Pendapat ini dipegang teguh oleh ulama
Hanafinyah. Menurut ulama Syafi’iyah dan Hanabilah bahwa membakar benda najis
dengan api tidak dapat mensucikan benda tersebut. Mereka beralasan bahwa debu
dan asapnya itu adalah najis. Begitu juga ulama Malikiyah yang berpendapat
bahwa api tidak dapat mensucikan benda najis.
d. Menyamak kulit hewan yang najis.
Setiap hewan yang najis sebab
penyamakan, baik hewan yang halal dimakan dagingnya maupun hewan yang tidak
halal dimakan dagingnya, jika disamak kulitnya, kulit itu boleh digunakan untuk
salat karena telah suci dengan sebab penyamakan. Hal ini didasarkan kepada
hadis Maimunah r.a ketika ia ditanya oleh Nabi Muhammad saw. perihal
kambingnya.
Andaikata kamu ambil kulitnya, tentu
lebih bagus? Para sahabat berkata: kambing ini bangkai. Rasulullah saw.

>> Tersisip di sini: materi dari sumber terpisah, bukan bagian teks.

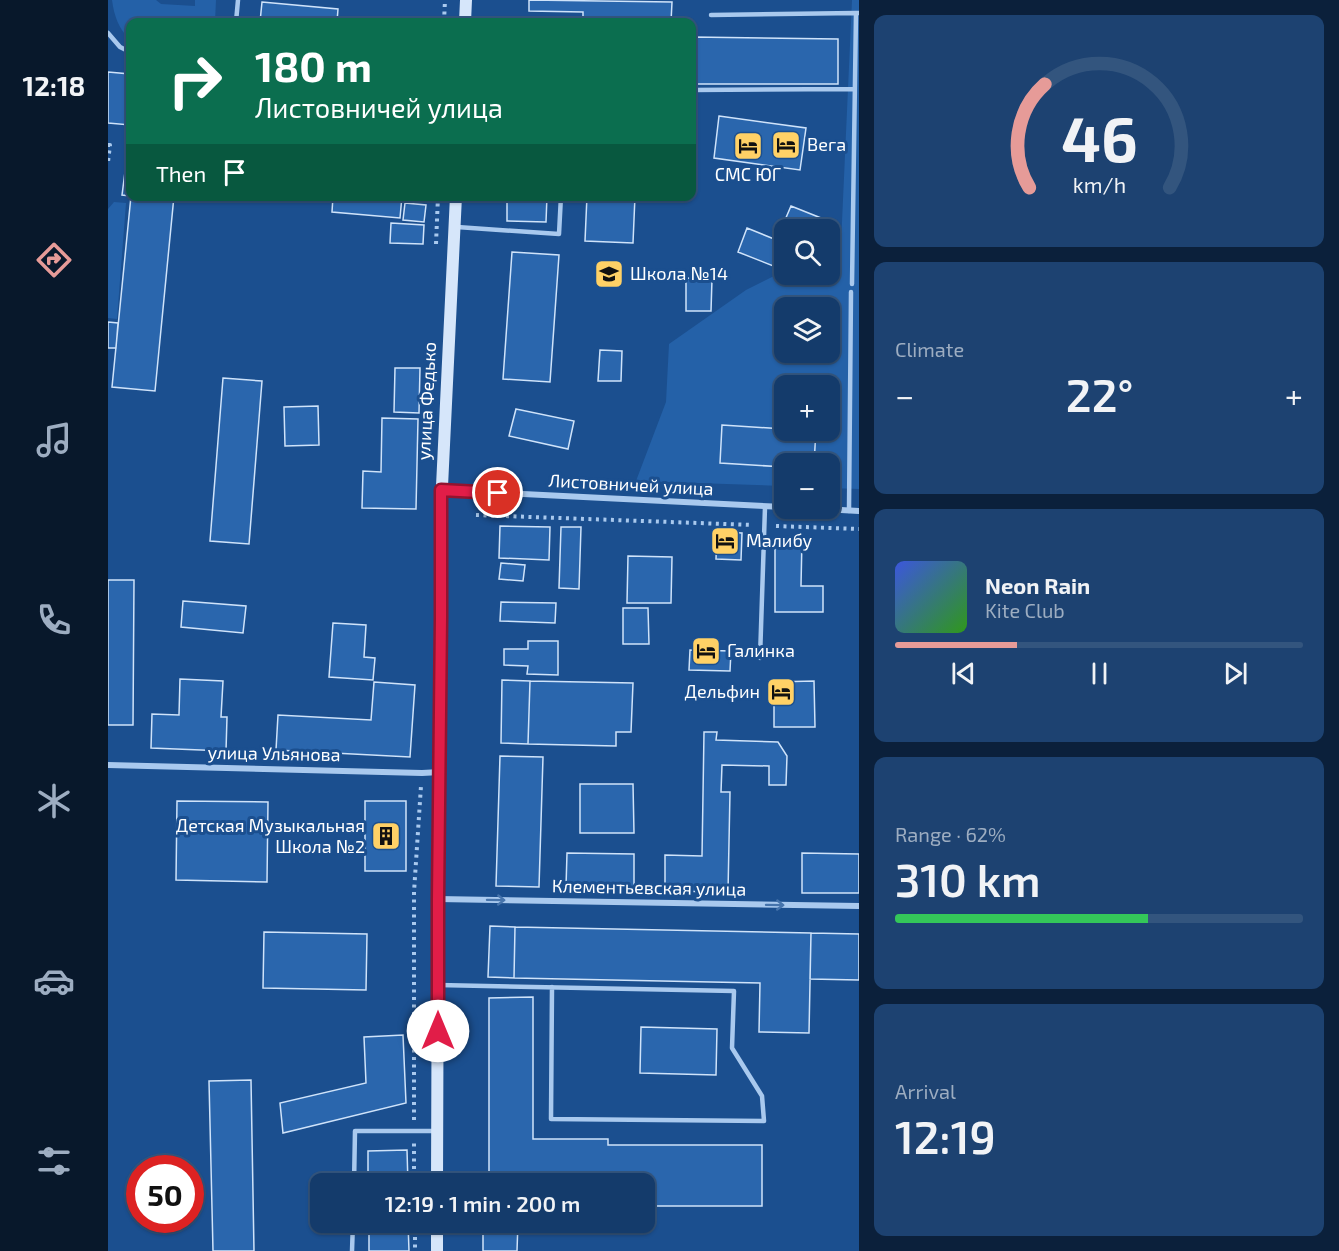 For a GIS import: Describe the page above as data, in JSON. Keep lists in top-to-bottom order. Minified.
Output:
{"streets":{"main road":["улица Федько"],"street":["Листовничей улица","улица Ульянова","Клементьевская улица"]},"crossings":[["улица Федько","Листовничей улица"],["улица Федько","улица Ульянова"],["улица Федько","Клементьевская улица"]],"one_way":["Клементьевская улица"],"places":{"hotel":["Вега","СМС ЮГ","Малибу","Галинка","Дельфин"],"school or university":["Школа №14"],"building":["Детская Музыкальная Школа №2"]},"page":{"tabs":"12:18","turn":["180 m","Листовничей улица"],"then":"Then","map_buttons":["+","−"],"tile":["Climate",["Range · 62%","310 km"],["Arrival","12:19"]],"heat":["−","22°","+"],"song":["Neon Rain","Kite Club"],"limit":"50","trip":"12:19 · 1 min · 200 m","gauge":["46","km/h"]}}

berkata: kulitnya itu boleh disucikan dengan air dan daun salam.”
Diriwayatkan juga dari Ibnu Abbas r.a.
Apabila kulit bangkai itu sudah
disamak, maka ia menjadi suci. (HR. Muslim).
Ada beberapa keterangan dari Rasulullah
saw. ketika membersihkan najis, di antaranya adalah membersihkan pakaian yang
terkena air kencing bayi laki-laki yang masih menyusui yaitu cukup dengan
memercikkan air di atasnya dan tidak perlu dicuci. Rasulullah juga
memerintahkan untuk mencuci bejana yang terkena jilatan anjing, dibasuh tujuh
kali, yang pertama atau salah satunya dengan tanah. Boleh juga menggantikan
tanah dengan sabun atau pembersih lain yang kuat. Menurut pendapat Mahmud Syaltut, mantan
Syaikh al-Azhar di Mesir, ketentuan pencucian bejana yang dijilat anjing,
sebanyak tujuh kali, satu di antaranya dengan air bercampur tanah, tidak harus
dipahami secara harfiyah. Yang penting, mencucinya beberapa kali sedemikian
rupa sehingga diyakini bejana tersebut telah bersih dari air liur anjing.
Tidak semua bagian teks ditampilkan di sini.